Arte TV described CVL´s investing abroad in a 2024 documentary as military diplomacy.

==Governance==
Crystal Ventures, has been described as an "investment fund and financial arm of the Rwandese Patriotic Front (RPF), with Paul Kagame as the de facto boss". As of 2023 its functioning was still described as secretive.
While in 2025, the company´s website declared a team of 13 officers and directors respectively, 4 of them women, it did not offer any annual reports, employment or financial figures.
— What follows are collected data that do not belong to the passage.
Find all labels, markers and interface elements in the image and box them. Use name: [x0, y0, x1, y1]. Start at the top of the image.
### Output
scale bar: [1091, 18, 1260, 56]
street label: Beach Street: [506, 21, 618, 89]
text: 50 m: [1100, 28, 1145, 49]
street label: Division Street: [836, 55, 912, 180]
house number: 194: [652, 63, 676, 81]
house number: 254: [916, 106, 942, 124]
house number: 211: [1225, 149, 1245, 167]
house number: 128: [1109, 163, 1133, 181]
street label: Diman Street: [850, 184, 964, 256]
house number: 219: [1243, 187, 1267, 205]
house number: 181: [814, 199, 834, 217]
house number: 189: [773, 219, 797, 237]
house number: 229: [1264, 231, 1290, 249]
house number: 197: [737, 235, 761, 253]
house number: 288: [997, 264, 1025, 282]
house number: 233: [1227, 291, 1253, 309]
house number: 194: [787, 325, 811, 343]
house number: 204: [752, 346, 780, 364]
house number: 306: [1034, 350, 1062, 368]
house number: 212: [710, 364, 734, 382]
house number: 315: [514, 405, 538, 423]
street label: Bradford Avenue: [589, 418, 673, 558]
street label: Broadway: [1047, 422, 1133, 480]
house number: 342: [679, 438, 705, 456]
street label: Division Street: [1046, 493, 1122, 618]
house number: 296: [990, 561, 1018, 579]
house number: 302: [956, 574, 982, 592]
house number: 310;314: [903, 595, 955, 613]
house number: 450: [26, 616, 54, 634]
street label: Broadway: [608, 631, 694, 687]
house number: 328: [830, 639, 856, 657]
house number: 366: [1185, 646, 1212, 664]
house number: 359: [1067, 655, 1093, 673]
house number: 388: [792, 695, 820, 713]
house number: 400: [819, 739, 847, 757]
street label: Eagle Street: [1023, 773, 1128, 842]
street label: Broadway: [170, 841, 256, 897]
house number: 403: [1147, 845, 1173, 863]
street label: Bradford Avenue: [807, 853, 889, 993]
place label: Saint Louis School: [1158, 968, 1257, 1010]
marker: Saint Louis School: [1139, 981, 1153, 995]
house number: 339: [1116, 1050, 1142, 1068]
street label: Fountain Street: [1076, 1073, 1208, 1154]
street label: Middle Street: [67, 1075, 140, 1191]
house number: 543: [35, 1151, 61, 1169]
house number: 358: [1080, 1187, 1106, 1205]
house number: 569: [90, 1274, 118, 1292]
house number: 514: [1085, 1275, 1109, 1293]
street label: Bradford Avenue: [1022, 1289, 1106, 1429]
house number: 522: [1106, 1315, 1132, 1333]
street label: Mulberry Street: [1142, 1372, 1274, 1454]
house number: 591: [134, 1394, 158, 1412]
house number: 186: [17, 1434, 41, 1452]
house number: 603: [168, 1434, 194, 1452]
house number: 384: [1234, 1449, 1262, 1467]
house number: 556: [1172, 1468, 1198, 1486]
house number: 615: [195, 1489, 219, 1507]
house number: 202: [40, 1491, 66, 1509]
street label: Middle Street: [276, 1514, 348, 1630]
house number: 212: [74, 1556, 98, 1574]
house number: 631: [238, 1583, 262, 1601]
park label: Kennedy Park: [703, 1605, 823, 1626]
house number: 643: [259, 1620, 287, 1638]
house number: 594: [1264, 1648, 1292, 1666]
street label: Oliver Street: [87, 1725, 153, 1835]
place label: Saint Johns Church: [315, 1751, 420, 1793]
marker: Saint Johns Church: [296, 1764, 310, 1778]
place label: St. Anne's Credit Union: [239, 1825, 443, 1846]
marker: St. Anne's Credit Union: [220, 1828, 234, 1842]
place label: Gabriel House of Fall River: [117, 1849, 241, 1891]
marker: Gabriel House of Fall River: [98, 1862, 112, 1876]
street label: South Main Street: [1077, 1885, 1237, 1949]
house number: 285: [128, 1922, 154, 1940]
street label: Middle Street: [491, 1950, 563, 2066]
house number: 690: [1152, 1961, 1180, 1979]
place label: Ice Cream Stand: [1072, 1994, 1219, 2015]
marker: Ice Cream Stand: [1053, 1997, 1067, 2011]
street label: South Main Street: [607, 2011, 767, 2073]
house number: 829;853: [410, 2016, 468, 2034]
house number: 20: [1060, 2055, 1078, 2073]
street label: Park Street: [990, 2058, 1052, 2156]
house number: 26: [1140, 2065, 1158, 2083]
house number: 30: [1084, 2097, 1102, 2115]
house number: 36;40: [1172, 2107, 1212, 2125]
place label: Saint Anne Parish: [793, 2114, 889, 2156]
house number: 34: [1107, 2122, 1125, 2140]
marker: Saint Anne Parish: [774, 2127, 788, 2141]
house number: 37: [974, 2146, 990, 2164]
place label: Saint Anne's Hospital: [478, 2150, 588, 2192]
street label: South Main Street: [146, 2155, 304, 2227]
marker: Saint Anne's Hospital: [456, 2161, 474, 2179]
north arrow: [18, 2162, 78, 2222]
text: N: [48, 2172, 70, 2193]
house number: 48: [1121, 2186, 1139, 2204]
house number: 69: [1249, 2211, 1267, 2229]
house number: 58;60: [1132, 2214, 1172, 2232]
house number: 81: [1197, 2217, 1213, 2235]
The table below illustrates the members in 2025 and 2026.

Composition of the Board of Crystal Ventures Limited
| Position | Board Member 2025 | Board member 226 |  |
| Chairman | Jean-Claude Karayenzi | Jean-Claude Karayenzi |  |
| Chief Executive Officer | Jack N. Kayonga | -not mentioned |  |
| Chief operating officer | Yves Bernard Ningabire | Yves Bernard Ningabire |  |
| Chief Investment Officer | Iza Irame | Iza Irame |  |
| Chief financial officer | Theogene Maniragaba | Theogene Maniragaba |  |
| Chief Audit & Risk Officer | Chantal Habiyakare | -not mentioned |  |
| Group General Counsel | Dennis Kaberuka | Dennis Kaberuka |  |
| HR & Administration Director | Ines Kayitesi | Ines Kayitesi |  |
| Senior Compliance Director CFO | Mark Murenzi Rukata | Mark Murenzi Rukata |  |
| IT Director | Vlady Terimbere | Vlady Terimbere |  |
| Strategy Director | Rachel Iriza | Rachel Iriza |  |
| Tax Director | Simon Pierre Bimenyimana | Simon Pierre Bimenyimana |  |
| Investment Director | Captain Rusera | -not mentioned |  |
|  | Total | 13 |

==Location==
Crystal Ventures maintains its headquarters at Grand Pension Plaza, on the 14th Floor, at 2 KN 3 Avenue, in Kigali, Rwanda's capital and largest city. The geographical coordinates of the company's headquarters are:01°56'47.2"S, 30°03'37.4"E (Latitude:-1.946444; Longitude:30.060389).